From my limited observation, it seems like meditation has taken a resurgence in popular culture in different forms, a practice that people in many cultures have been doing since ancient times. Something we don’t teach in modern culture broadly anymore is what it means to have discipline and why constraints are actually liberating, not the other way around. We look at people that choose not to partake in things like drinking, doing drugs, casual sex, or partying, and see them as people that are “missing out”. Discipline is freeing in many different ways — some of which being clarity of focus, execution, thought, and control over your emotions.
I’ve come to recognize meditation, not as some morning 10-minute exercise, but a lens through which you view life. Put another way, I think you should live life as though you’re always trying to be in a meditative state. I’m mangling the word “meditation” and expanding the definition here, but bear with me. Often, when I imagine someone living out their lives in a meditative state, I imagine someone in a jungle, renouncing the rest of the world, meditating. Basically, something that is unreachable to someone like me who wants to live in normal society.
Credit to: https://www.awesomenesssauce.com/wp-content/uploads/2018/03/tmnt_meditation.jpg (opens in a new tab)
Never fear — I believe there is actually an answer to how you can live in a meditative state, even while living a normal life. I’m going to look at some actionable things you can do across the three most important dimensions of your life to reach a better state.
These are the three categories that I’m roughly defining as things you need to improve within to reach a better state of mind. I think these three categories apply to a lot of people, if not almost everyone.
With yourself, I think the most important thing you can do is start developing good habits and discipline. One way to think about this is even doing the simplest things better every day — eat healthily, sleep well, exercise properly, avoid alcohol and drugs, be practically frugal, etc. I also have found that it’s incredibly valuable to be off social media as much as possible. The world’s knowledge is described in some of the most well-known books, while we continue to fill ourselves with garbage on social media every day.

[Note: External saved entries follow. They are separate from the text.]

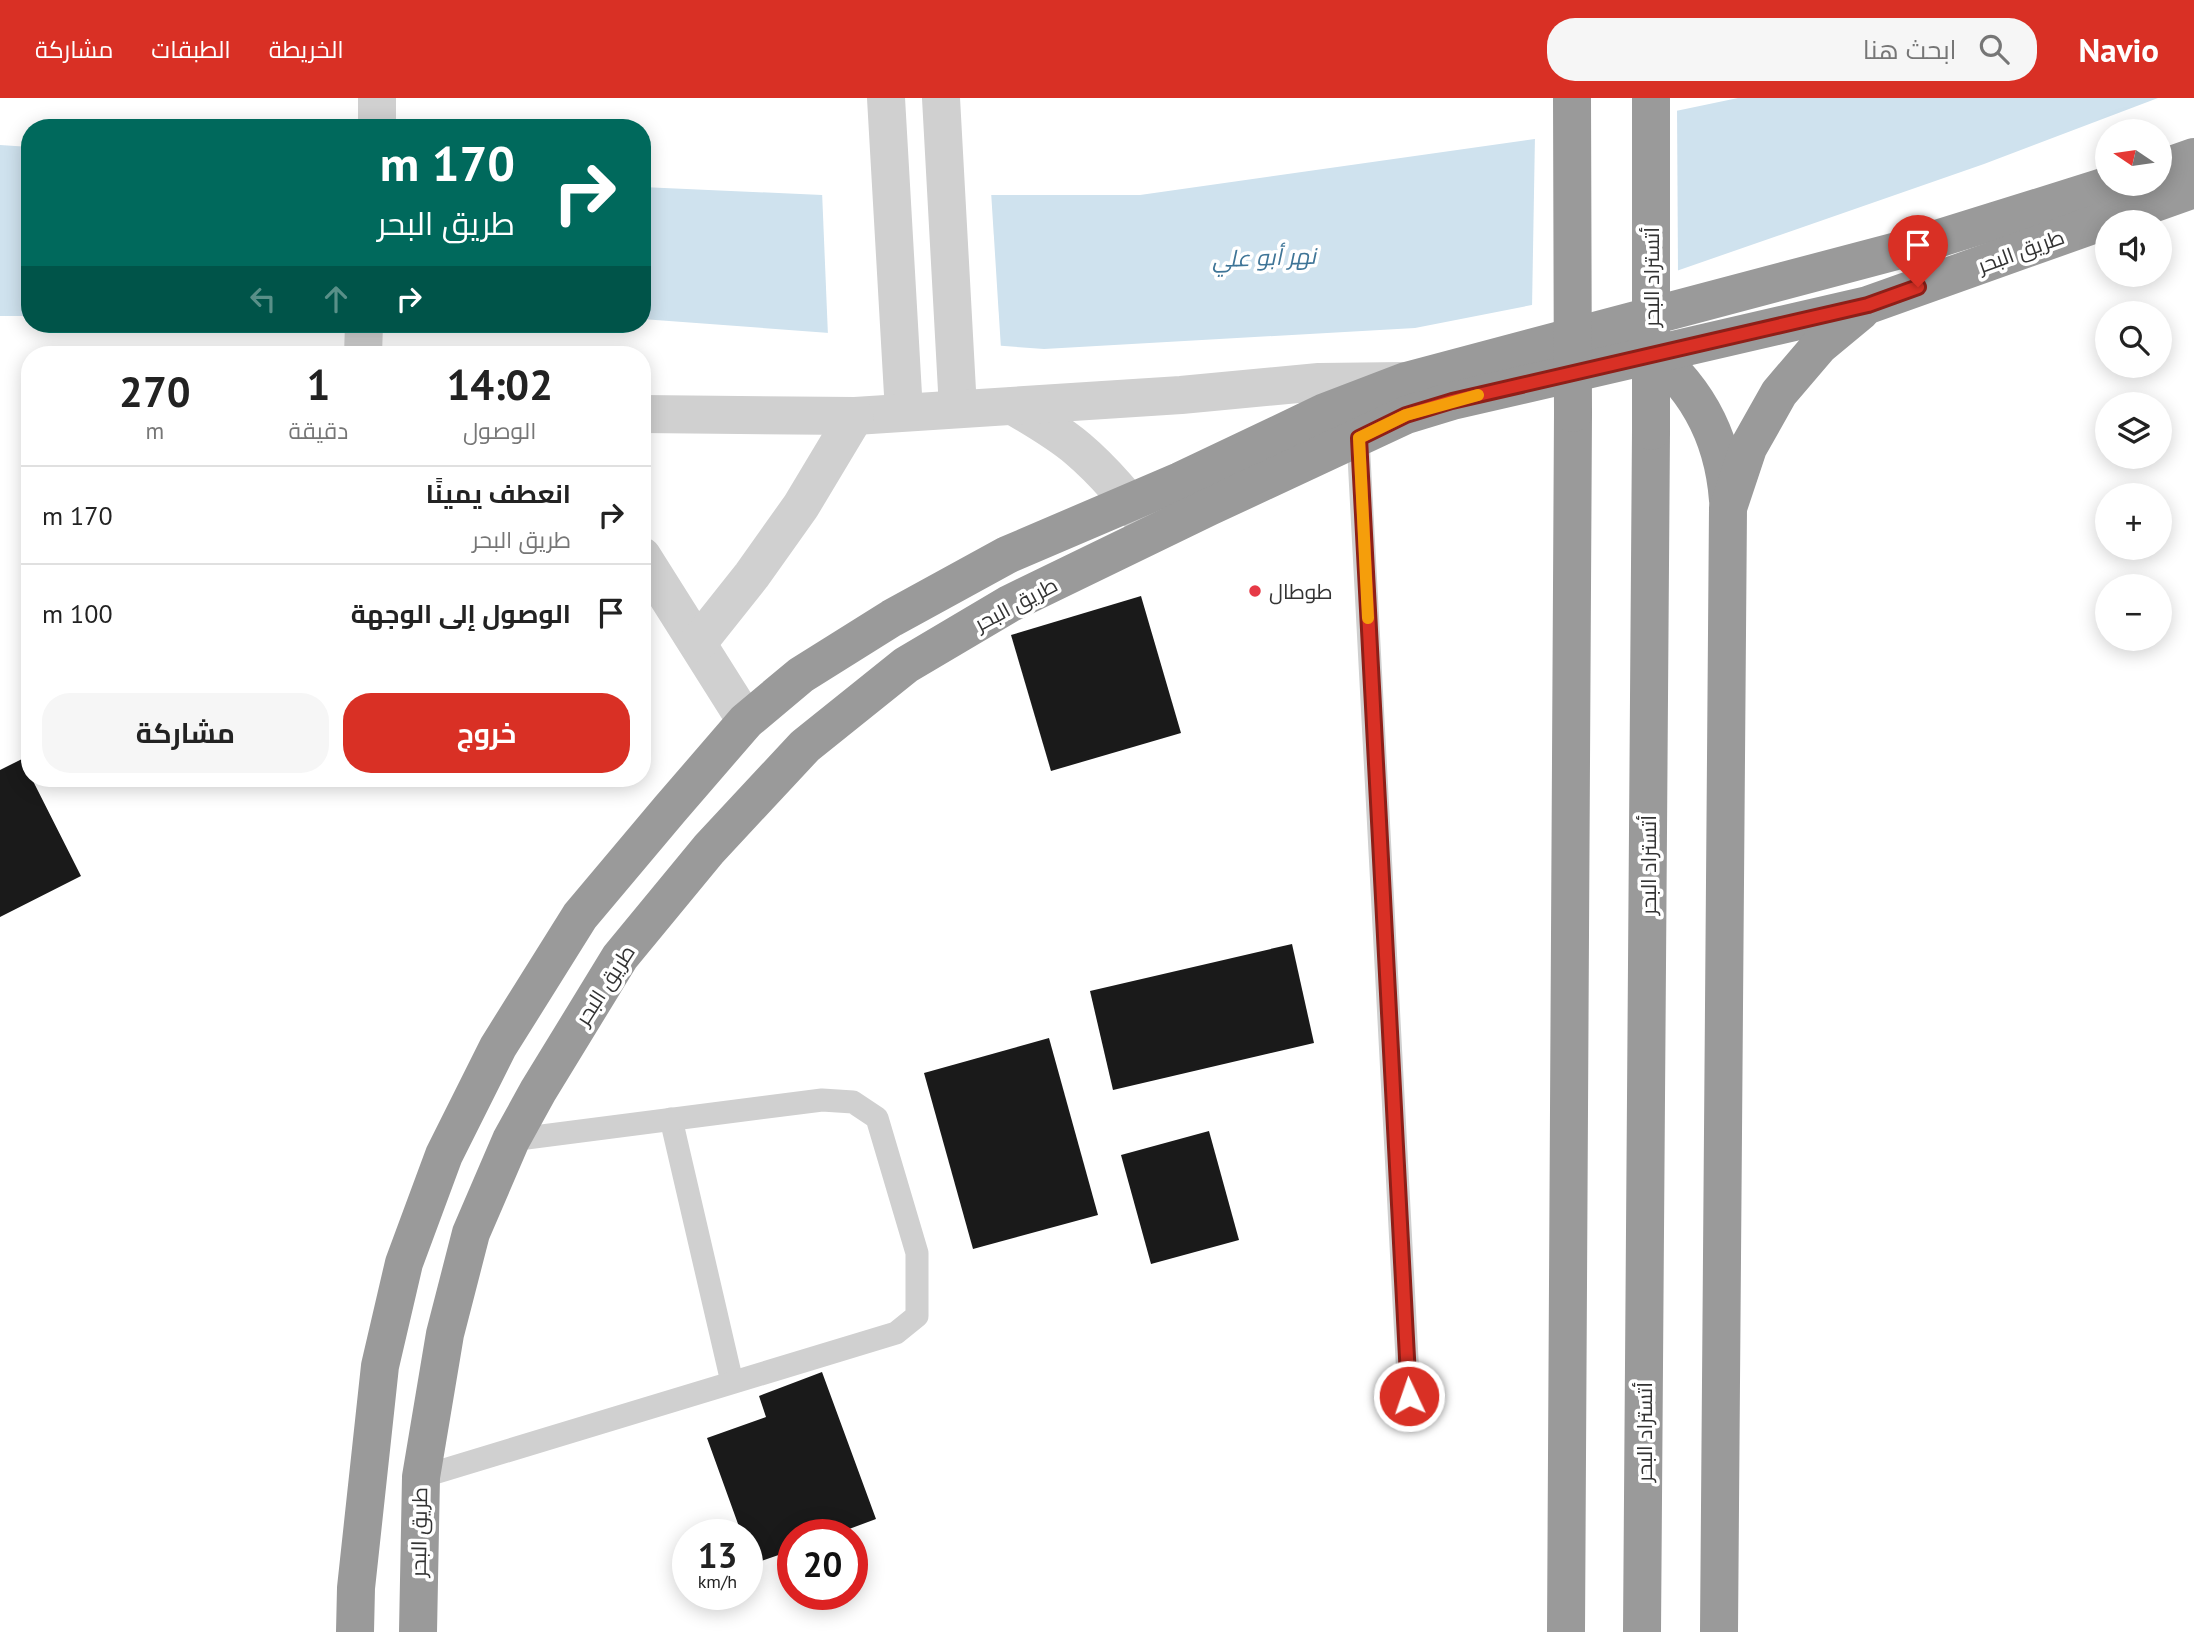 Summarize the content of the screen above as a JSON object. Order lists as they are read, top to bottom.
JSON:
{
  "streets": {
    "highway": ["طريق البحر", "أتستراد البحر"]
  },
  "water": ["نهر أبو علي"],
  "places": ["طوطال"],
  "north": "left",
  "page": {
    "header": "Navio",
    "search": "ابحث هنا",
    "nav": ["الخريطة", "الطبقات", "مشاركة"],
    "map_buttons": ["+", "−"],
    "turn": ["170 m", "طريق البحر"],
    "eta": [
      "14:02",
      "الوصول",
      "1",
      "دقيقة",
      "270",
      "m"
    ],
    "list": [
      {
        "name": "انعطف يمينًا",
        "note": "طريق البحر",
        "value": "170 m"
      },
      {
        "name": "الوصول إلى الوجهة",
        "value": "100 m"
      }
    ],
    "buttons": ["خروج", "مشاركة"],
    "speed": "13 km/h",
    "limit": "20"
  }
}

With relationships, I’ve found that what works best for me is to spend most of my time with people I care about and that value me, spend a little bit of time as needed on people that I interact with but not necessarily because we have some kind of meaningful relationship, and spend as little or zero time on people that don’t value me and/or treat me like garbage. I got this horribly wrong in the past, almost inverting the prior sentence. To no surprise, I was unhappy as a result. I won’t ever be doing that again. If I’m by myself as a result, so be it. On that note, also recognize that other people have value. People are not Costco samples or tools to satiate your desires. Value the people in your life. One example of something I think has gone completely backward is modern dating/relationship culture, but that’s a topic for another day.
With work, learning, passions, and things of that nature, I’ve learned that you have to put yourself in a position where you are doing things you really enjoy. It doesn’t feel as much like work when you enjoy it — but also, it’s super hard to get into a flow state if you hate what you’re doing or are extremely apathetic to everything you do. A lot of your life is spent working, and doing the work to be great at your craft comes at a cost — often a social one, as you will often choose sleep, peace of mind, and hard work over having a social life. But I find that cost is totally worth it in the long-term, as long as you’re willing to accept the consequences that come with this cost.
Notice how nothing I described is profound, or honestly, super interesting. What I’ve noticed is that few actually implement these things into their life. When you get the fundamentals wrong, everything else goes out of whack. Young people I’ve known often look for their dopamine hits, but I’m making the argument now that you don’t have to constantly look for the high highs or low lows — live in the middle. Sure, maybe I’ll never experience extreme happiness, but I don’t experience extreme sadness either. It’s not half bad this way 😄
Something I’ve discovered over the past year is that the simpler I’ve made my life, and the more I focus on the good people in my life (and zero on the bad), I’ve become calm and collected with no additional effort. After developing a habit of doing what I described above consistently as of recent, I’ve found that my mental state feels like a series of meditations. It’s not about what you include in your life, but all the things that you exclude that help you reach a calm state of mind. I don’t feel the need to meditate as a practice on its own — because my entire life is one.